───── Dataset excerpts ─────

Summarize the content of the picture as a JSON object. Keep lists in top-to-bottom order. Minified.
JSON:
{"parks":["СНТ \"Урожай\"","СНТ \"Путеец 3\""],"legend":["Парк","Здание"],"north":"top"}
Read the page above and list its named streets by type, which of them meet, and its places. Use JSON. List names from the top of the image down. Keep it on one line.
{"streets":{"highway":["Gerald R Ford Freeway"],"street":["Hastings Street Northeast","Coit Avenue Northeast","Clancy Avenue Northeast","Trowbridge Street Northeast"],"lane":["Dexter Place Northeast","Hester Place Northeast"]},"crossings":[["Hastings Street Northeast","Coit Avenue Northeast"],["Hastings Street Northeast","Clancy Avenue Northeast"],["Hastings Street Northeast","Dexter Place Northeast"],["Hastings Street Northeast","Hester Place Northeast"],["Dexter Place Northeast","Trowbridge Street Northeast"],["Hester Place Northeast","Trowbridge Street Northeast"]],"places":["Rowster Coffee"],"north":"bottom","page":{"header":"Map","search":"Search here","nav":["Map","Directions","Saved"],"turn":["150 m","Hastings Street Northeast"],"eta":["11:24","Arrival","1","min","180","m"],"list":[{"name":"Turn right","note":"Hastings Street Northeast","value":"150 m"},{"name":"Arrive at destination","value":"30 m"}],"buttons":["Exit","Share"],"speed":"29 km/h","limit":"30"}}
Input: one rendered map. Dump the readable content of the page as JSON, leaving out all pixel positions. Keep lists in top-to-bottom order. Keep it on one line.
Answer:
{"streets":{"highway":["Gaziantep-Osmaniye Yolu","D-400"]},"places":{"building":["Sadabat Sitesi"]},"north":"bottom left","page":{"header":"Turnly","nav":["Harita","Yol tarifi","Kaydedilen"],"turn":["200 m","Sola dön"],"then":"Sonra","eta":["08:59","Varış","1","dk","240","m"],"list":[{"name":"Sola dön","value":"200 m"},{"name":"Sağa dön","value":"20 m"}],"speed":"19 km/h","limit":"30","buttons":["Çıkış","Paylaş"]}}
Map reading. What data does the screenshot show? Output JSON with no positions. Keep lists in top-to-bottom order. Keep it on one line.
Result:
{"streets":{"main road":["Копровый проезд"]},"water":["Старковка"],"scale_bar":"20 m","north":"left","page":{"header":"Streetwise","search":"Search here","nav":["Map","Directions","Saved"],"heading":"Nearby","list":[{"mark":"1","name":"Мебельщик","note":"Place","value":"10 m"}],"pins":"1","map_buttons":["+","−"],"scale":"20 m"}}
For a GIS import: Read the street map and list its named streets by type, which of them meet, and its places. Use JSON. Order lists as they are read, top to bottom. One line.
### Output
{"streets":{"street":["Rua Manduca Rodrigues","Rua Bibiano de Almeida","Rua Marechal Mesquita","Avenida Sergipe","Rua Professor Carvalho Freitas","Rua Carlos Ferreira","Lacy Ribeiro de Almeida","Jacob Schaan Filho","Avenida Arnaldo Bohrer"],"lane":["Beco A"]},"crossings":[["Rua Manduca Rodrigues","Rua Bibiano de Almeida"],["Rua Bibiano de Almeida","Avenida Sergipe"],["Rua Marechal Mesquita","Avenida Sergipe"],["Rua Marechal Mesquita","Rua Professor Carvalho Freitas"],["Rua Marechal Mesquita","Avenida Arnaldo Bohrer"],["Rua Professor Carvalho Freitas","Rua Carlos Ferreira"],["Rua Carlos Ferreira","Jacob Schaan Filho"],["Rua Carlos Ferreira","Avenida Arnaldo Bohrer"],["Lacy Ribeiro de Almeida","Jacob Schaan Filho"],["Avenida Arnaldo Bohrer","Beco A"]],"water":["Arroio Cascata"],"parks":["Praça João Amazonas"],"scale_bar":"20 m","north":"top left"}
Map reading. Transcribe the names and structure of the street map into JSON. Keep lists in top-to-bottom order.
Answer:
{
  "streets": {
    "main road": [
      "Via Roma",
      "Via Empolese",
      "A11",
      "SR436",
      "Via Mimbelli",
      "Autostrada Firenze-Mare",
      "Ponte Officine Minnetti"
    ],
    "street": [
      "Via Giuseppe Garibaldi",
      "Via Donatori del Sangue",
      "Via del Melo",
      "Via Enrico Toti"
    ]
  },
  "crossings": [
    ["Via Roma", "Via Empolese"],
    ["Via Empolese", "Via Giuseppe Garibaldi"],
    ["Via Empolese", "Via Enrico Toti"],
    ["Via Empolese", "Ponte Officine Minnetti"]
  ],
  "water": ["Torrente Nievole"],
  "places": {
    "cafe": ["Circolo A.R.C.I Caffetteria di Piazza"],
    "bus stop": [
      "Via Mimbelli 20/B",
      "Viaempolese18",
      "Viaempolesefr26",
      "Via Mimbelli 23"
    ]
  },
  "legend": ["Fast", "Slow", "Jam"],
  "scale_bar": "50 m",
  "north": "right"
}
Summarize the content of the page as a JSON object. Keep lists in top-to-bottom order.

─────

• **Task to complete**
Could you work out how many lines above contain the string "reading"? Only the number should be given.

• **Response below**
2